* WHAT IS NEEDED:
Below this line is a set of entries; quote exactly the lines from the line that contains "const poly = rows" to the line that contains "[121,0,121,971]", both lines included.

(MATERIAL FOR THIS TASK)

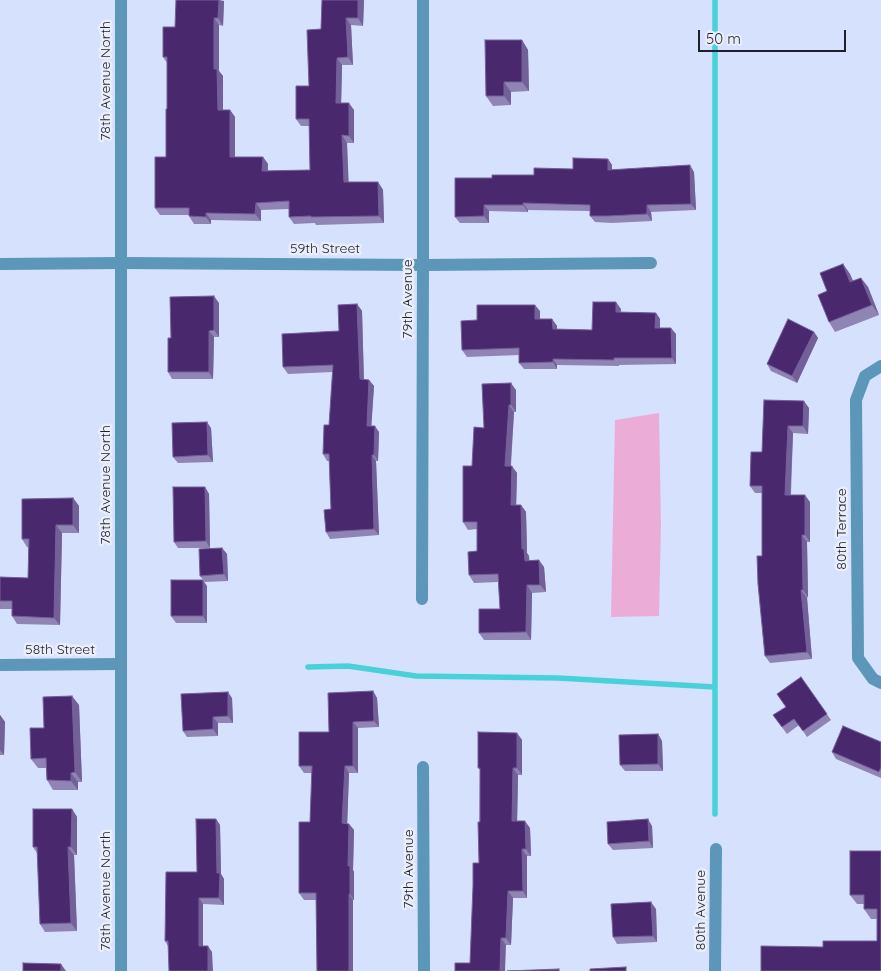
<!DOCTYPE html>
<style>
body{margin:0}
#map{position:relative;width:881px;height:971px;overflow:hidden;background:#d6e1fd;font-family:Quicksand,sans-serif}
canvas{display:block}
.scale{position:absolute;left:698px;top:30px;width:148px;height:22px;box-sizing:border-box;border:2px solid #1c202a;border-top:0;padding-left:6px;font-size:15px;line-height:18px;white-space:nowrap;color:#1c202a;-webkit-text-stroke:4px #e9eefa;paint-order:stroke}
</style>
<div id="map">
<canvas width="881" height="971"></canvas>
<div class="scale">50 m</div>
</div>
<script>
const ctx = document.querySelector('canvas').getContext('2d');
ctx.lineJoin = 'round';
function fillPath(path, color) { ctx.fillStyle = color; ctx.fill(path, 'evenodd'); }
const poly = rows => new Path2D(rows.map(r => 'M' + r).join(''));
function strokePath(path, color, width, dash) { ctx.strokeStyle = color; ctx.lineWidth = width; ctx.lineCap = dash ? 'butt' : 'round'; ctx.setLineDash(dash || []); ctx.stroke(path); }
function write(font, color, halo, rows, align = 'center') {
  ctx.font = font + ' Quicksand,sans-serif'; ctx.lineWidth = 5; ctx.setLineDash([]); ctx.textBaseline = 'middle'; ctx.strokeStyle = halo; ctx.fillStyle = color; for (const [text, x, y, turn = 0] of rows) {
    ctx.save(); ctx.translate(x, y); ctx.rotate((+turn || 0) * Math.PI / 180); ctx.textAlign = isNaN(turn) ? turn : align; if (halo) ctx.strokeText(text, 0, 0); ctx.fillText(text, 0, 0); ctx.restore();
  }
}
fillPath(poly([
 [659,413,661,525,659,616,611,617,615,420]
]), '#ecacd8');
strokePath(poly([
 [715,0,715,814],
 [308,667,348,666,416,676,558,678,715,687]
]), '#48d1d9', 5.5);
strokePath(poly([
 [0,264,122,263,423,265,651,263],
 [881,366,865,376,856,400,858,658,873,679,881,683],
 [422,599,423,265,423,0],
 [0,665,121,664],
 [423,767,424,971],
 [715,971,716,849]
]), '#5c96b8', 12);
strokePath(poly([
 [121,0,121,971]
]), '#5c96b8', 12);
fillPath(poly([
 [322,0,364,0,363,26,351,25,353,65,342,65,341,103,354,110,354,143,347,143,348,182,378,182,383,190,384,223,316,225,315,223,294,224,289,217,289,209,261,210,261,221,211,220,211,224,194,224,189,216,189,215,160,215,155,208,166,157,167,109,167,63,163,57,175,27,224,1,223,26,219,25,219,71,223,76,223,110,230,110,235,117,235,157,263,157,268,164,268,171,310,170,309,126,301,126,296,119,309,86,321,29],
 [522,40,528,50,529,91,511,92,511,105,493,106,486,96],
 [608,159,612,165,612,170,694,172,696,210,651,212,652,221,612,223,595,222,590,216,590,211,528,210,528,212,489,211,489,223,460,223,455,217,492,178,534,175,573,169],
 [843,264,850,274,853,281,861,278,868,287,879,315,835,332,829,322,827,291],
 [219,303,219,337,214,337,213,379,172,379,168,372,171,338],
 [357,304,362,311,364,380,369,380,374,386,371,426,379,432,378,461,376,461,379,535,330,539,326,532,331,509,329,461,327,461,323,454,329,425,333,372,288,374,283,367,339,331],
 [621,309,620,312,656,313,660,319,660,328,676,334,676,364,619,365,619,366,557,365,557,369,524,369,519,363,519,355,467,357,462,350,477,320,540,311,540,319,552,319,557,326,557,329,592,330],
 [814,332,818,338,797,383,771,371,767,364],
 [516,390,516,412,514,412,511,466,517,473,516,505,521,505,526,512,527,553,529,556,529,560,544,567,546,592,532,593,531,640,484,640,479,633,500,609,498,582,474,583,469,575,477,551,477,529,468,530,463,522,472,466,484,428],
 [764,400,809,408,808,434,793,433,791,495,810,502,810,542,807,542,808,597,807,598,812,659,770,663,765,656,762,556,762,493,755,493,750,486,762,452],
 [211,428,213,462,178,463,173,457],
 [205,487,209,494,210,548,178,548,174,542],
 [73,498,79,506,79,533,62,533,60,625,17,624,12,616,12,609,0,609,0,570,0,577,28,578,28,547,27,547,22,539],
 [222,548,227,554,228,581,205,582,200,576],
 [207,586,207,623,176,623,171,616],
 [801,677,831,720,807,737,799,725,787,734,773,715,786,707],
 [373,691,377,698,379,727,358,728,358,773,349,773,347,824,349,824,354,830,353,870,354,872,354,900,353,900,353,971,317,971,316,900,304,900,299,893,310,822,312,773,304,773,299,766,329,732],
 [232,698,233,723,218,723,218,736,187,737,183,731],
 [79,705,82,782,78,782,78,790,53,790,47,780,46,768,38,768,31,759,44,728],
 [0,715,5,722,4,755,0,755],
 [517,733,522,740,522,775,518,775,517,821,530,828,531,856,527,856,527,898,513,898,511,945,506,945,470,963,479,863,480,770,478,768],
 [658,734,662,741,663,771,625,771,620,765],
 [881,742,881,778,836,759,832,752],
 [72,809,77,817,77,855,74,855,77,931,45,932,40,924,37,853,33,847],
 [216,819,220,825,221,874,224,879,224,905,203,904,203,946,212,952,168,946,165,941,197,872],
 [652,826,653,848,613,850,608,844],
 [881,851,881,971,823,947,877,941,877,919,871,919,864,909,864,904,857,904,850,895],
 [656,909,657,942,617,944,613,937]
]), '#9084b5');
fillPath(poly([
 [219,0,224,1,223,26,218,18],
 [358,0,364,0,363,26,358,18],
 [214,18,219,25,219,71,223,76,223,117,218,110,214,69],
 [346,18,351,25,353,65,348,57],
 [522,40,528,50,529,91,522,82],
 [337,58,342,65,341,110,336,103],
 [504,82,511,92,511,105,504,96],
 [349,103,354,110,354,143,349,136],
 [230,110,235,117,235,164,230,157],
 [342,135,347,143,349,190,344,182],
 [263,157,268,164,267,179,262,171],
 [608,159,612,165,612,176,608,170],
 [690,165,694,172,696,210,691,204],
 [378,182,383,190,384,223,379,216],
 [256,203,261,210,261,221,255,214],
 [523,203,528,210,528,212,523,205],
 [484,205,489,211,489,223,484,216],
 [647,205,651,212,652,221,647,214],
 [206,213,211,220,211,224,206,217],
 [843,264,850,274,857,291,850,282],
 [861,278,868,287,879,315,872,305],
 [214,296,219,303,219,337,214,330],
 [616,302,621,309,620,318,616,312],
 [357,304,362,311,364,386,360,379],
 [535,305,540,311,540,326,535,319],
 [656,313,660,319,660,334,655,328],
 [552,319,557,326,557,335,553,329],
 [671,328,676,334,676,364,672,358],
 [209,331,214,337,213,379,209,372],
 [814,332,818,338,797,383,792,376],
 [553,359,557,365,557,369,553,362],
 [369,380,374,386,371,432,367,426],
 [511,383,516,390,516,412,511,405],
 [804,401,809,408,808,434,803,426],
 [509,405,514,412,510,473,505,466],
 [207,422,211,428,213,462,208,455],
 [375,426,379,432,378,461,374,455],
 [788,426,793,433,790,502,785,495],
 [372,455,376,461,379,535,374,529],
 [512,466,517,473,516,512,511,505],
 [205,487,209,494,210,548,206,541],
 [805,495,810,502,810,542,805,535],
 [73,498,79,506,79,533,73,525],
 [521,505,526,512,527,553,529,556,530,568,525,561,522,549],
 [56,525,62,533,60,625,54,618],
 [802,535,807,542,808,597,803,590],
 [222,548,227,554,228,581,224,574],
 [539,560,544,567,546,592,540,585],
 [203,580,207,586,207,623,203,616],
 [527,585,532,593,531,640,526,632],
 [801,590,807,598,812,659,807,652],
 [373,691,377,698,379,727,374,721],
 [228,692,232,698,233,723,228,716],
 [72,696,79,705,82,782,75,772],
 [0,715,5,722,4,755,0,750],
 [213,717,218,723,218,736,213,729],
 [353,722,358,728,358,773,353,766],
 [517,733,522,740,522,775,517,768],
 [658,734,662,741,663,771,658,764],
 [345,766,349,773,347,830,342,823],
 [513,768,518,775,517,828,512,821],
 [71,773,78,782,78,790,71,781],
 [72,809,77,817,77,855,71,847],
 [216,819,220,825,221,874,224,879,224,905,219,898,217,873],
 [648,819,652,826,653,848,649,841],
 [525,821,530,828,531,856,526,849],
 [349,824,354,830,353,870,354,872,354,900,350,894,348,866],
 [68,847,74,855,77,931,71,923],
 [522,849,527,856,527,898,523,891],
 [508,891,513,898,511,945,506,938],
 [349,894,353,900,353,971,349,971],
 [199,898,203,904,203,953,199,946],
 [651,902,656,909,657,942,653,936],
 [501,938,506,945,505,971,500,971],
 [208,946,212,952,213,971,208,971],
 [61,964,66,971,61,971]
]), '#746098');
const building = poly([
 [176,0,219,0,218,18,214,18,214,69,217,69,218,110,230,110,230,157,263,157,262,171,310,170,309,119,296,119,296,86,309,86,307,30,321,29,322,0,358,0,358,18,346,18,348,57,337,58,336,103,349,103,349,136,342,135,344,182,378,182,379,216,311,217,311,216,289,217,289,201,256,203,255,214,206,213,206,217,189,216,189,208,155,208,155,157,166,157,166,109,167,109,167,57,163,57,163,27,175,27,176,0],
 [485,40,522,40,522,82,504,82,504,96,486,96,485,40],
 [573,158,608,159,608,170,690,165,691,204,647,205,647,214,608,216,590,216,590,205,523,203,523,205,484,205,484,216,455,217,455,178,492,178,492,175,534,175,534,168,573,169,573,158],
 [843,264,850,282,861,278,872,305,829,322,818,295,827,291,820,273,843,264],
 [214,296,214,330,209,331,209,372,168,372,168,338,171,338,170,297,214,296],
 [593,302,616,302,616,312,656,313,655,328,671,328,672,358,614,358,614,360,553,359,553,362,519,363,519,348,462,350,461,321,477,320,477,305,535,305,535,319,552,319,553,329,592,330,593,302],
 [357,304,360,379,369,380,367,426,375,426,374,455,372,455,374,529,326,532,324,510,331,509,329,454,323,454,324,425,329,425,333,365,283,367,282,334,339,331,338,305,357,304],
 [788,319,814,332,792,376,767,364,788,319],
 [511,383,511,405,509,405,505,466,512,466,511,505,521,505,522,549,524,549,525,561,539,560,540,585,527,585,526,632,479,633,479,609,500,609,498,574,469,575,468,552,477,551,477,522,463,522,463,466,472,466,474,427,484,428,482,384,511,383],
 [764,400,804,401,803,426,788,426,785,495,805,495,805,535,802,535,803,590,801,590,807,652,765,656,758,584,757,556,762,556,762,486,750,486,751,452,762,452,764,400],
 [207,422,208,455,173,457,172,423,207,422],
 [173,487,205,487,206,541,174,542,173,487],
 [73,498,73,525,56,525,54,618,12,616,12,601,0,601,0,577,28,578,29,539,22,539,22,499,73,498],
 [222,548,224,574,200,576,199,549,222,548],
 [171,580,203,580,203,616,171,616,171,580],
 [801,677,827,714,803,731,794,719,782,727,773,715,786,707,777,694,801,677],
 [373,691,374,721,353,722,353,766,345,766,342,823,349,824,348,866,350,866,350,894,349,894,349,971,317,971,316,893,299,893,299,822,310,822,312,766,299,766,299,732,329,732,328,693,373,691],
 [228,692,228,716,213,717,213,729,183,731,181,694,228,692],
 [72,696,75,772,71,773,71,781,47,780,46,758,31,759,30,728,44,728,43,697,72,696],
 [843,726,881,742,881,767,879,772,832,752,843,726],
 [478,732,517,733,517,768,513,768,512,821,525,821,526,849,522,849,523,891,508,891,506,938,501,938,500,971,455,971,455,963,470,963,473,886,473,863,479,863,478,822,480,822,480,768,478,768,478,732],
 [658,734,658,764,620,765,619,735,658,734],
 [33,809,72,809,71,847,68,847,71,923,40,924,37,847,33,847,33,809],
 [196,819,216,819,217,873,220,873,219,898,199,898,199,946,208,946,208,971,169,971,168,941,165,941,166,872,197,872,196,819],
 [648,819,649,841,608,844,607,822,648,819],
 [850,851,881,851,881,971,761,971,761,946,823,947,823,941,877,941,877,909,864,909,864,895,850,895,850,851],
 [651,902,653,936,613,937,611,904,651,902],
 [23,963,61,964,61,971,23,971,23,963],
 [626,967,626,971,590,971,590,969,626,967],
 [559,969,559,971,507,971,559,969]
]);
fillPath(building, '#4a286d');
strokePath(building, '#746098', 1);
write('14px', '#1c202a', '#e9eefa', [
 ["78th Avenue North",106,81,-90],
 ["59th Street",325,249],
 ["79th Avenue",408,299,-90],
 ["78th Avenue North",106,485,-90],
 ["80th Terrace",842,529,-90],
 ["58th Street",60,650],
 ["79th Avenue",409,869,-90],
 ["78th Avenue North",106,891,-90],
 ["80th Avenue",701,910,-90]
]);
</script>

(End MATERIAL FOR THIS TASK)

* RESPONSE AREA:
const poly = rows => new Path2D(rows.map(r => 'M' + r).join(''));
function strokePath(path, color, width, dash) { ctx.strokeStyle = color; ctx.lineWidth = width; ctx.lineCap = dash ? 'butt' : 'round'; ctx.setLineDash(dash || []); ctx.stroke(path); }
function write(font, color, halo, rows, align = 'center') {
  ctx.font = font + ' Quicksand,sans-serif'; ctx.lineWidth = 5; ctx.setLineDash([]); ctx.textBaseline = 'middle'; ctx.strokeStyle = halo; ctx.fillStyle = color; for (const [text, x, y, turn = 0] of rows) {
    ctx.save(); ctx.translate(x, y); ctx.rotate((+turn || 0) * Math.PI / 180); ctx.textAlign = isNaN(turn) ? turn : align; if (halo) ctx.strokeText(text, 0, 0); ctx.fillText(text, 0, 0); ctx.restore();
  }
}
fillPath(poly([
 [659,413,661,525,659,616,611,617,615,420]
]), '#ecacd8');
strokePath(poly([
 [715,0,715,814],
 [308,667,348,666,416,676,558,678,715,687]
]), '#48d1d9', 5.5);
strokePath(poly([
 [0,264,122,263,423,265,651,263],
 [881,366,865,376,856,400,858,658,873,679,881,683],
 [422,599,423,265,423,0],
 [0,665,121,664],
 [423,767,424,971],
 [715,971,716,849]
]), '#5c96b8', 12);
strokePath(poly([
 [121,0,121,971]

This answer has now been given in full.